Living and Loving in the Wild, Wired West


By Tonya Poole, 2-23-06

 
 

This weekend I packed my teenage son in the truck and drove down from Crestone to central New Mexico to his girlfriend’s birthday party in the tiny town of Torreon. Long distance relationships among adults aren’t terribly uncommon – but for in-the-moment, in-your-face teens to whom hanging out, image and attention are of paramount importance? Seems like it's becoming increasingly common, despite the drawbacks, and I blame it on the romance of technology: email, instant messaging, web cams, digital photos, blogs and the occasional steal-away on a sympathetic parent’s cell phone (or, for some more privileged than mine, their own).
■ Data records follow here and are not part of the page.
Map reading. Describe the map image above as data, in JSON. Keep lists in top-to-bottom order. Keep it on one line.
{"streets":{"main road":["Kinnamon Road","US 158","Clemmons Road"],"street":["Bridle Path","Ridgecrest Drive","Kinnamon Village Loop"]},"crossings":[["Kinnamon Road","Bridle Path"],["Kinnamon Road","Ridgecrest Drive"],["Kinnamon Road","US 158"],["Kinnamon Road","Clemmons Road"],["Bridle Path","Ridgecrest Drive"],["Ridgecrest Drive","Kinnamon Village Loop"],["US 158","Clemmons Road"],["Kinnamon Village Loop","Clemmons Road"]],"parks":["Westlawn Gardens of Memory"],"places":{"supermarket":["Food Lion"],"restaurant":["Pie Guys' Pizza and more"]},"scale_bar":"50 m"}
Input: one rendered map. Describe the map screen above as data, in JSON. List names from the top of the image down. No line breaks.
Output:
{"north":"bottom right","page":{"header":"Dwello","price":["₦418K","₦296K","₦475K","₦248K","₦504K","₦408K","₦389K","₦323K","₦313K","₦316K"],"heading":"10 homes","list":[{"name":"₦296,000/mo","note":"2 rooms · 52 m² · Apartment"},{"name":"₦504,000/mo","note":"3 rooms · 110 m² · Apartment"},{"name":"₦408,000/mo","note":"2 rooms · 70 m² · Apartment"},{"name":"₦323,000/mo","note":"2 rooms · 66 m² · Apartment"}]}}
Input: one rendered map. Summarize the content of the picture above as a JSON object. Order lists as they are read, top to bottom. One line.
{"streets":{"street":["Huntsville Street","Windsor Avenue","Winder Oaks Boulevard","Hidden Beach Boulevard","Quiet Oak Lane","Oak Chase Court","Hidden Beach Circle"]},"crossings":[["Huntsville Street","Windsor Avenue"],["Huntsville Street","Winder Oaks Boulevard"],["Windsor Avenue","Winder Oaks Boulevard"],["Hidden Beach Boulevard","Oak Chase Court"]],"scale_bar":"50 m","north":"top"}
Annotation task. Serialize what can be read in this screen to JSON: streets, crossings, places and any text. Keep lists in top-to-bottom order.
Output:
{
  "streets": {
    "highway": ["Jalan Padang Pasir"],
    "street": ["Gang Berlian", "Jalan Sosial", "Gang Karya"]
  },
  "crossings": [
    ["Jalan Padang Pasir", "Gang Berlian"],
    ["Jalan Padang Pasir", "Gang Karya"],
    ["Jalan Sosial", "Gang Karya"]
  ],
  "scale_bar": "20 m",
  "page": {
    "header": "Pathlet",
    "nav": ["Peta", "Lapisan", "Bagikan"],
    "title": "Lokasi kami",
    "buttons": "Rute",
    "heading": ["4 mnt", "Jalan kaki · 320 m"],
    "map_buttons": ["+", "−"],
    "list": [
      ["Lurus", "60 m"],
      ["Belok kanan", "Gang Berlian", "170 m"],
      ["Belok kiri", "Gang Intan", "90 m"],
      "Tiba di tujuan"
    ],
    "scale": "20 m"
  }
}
Even as recently as 15 or 20 years ago, most anybody in Crestone or Torreon, both with populations under 500 and both an hour’s drive from the nearest metro area, had challenges keeping in regular contact with, let alone being in love with, anyone more than a few miles out of town. And for those who did find love close to home, moving away often meant leaving it behind, or, at the very least, promises of undying devotion across the miles, followed by an exchange of love letters than inevitably dwindled out over time during the growing-apart process. Out of sight, I’m afraid the saying goes, out of mind.

But personal communication technologies have quickly cropped geographies, even in the great wide and rural west. Shane and I, too – we met and fell in love thanks to a three-day conversation about road trips and aurora borealis in an online forum – are products of its geeky revolution. Through well-worn cell phone headphones, email, instant messaging and our trusty digital cameras, we took one another everywhere we went and shared everything we experienced, despite the distance of 250 miles, and later, more than 1200, until he left the Bay Area two years later to join me in New Mexico. So when my son Ryan and his girlfriend said their goodbyes in New Mexico last year before we set off for Colorado, resolving to keep love going over the miles, who was I to interfere?

And they’ve done it. Almost six months later, now, and they’re having more contact and interaction now via the telephone, instant messaging, email and blog communities like MySpace.com than they did before we left. Mailing each other occasional care packages has become a cute, even if impossibly old-fashioned in their world, way to inject a little necessary tangibility into an otherwise virtual relationship. And while trips to see one another since the move have been few and far between, his determination to travel the ten hours round-trip to spend two short hours at her birthday party last weekend sent shrills and gasps and swoons through her circle of teenage girl friends who are now, of course, off and busy planning a storybook wedding for them.

Ahhh, de laptop l’amour.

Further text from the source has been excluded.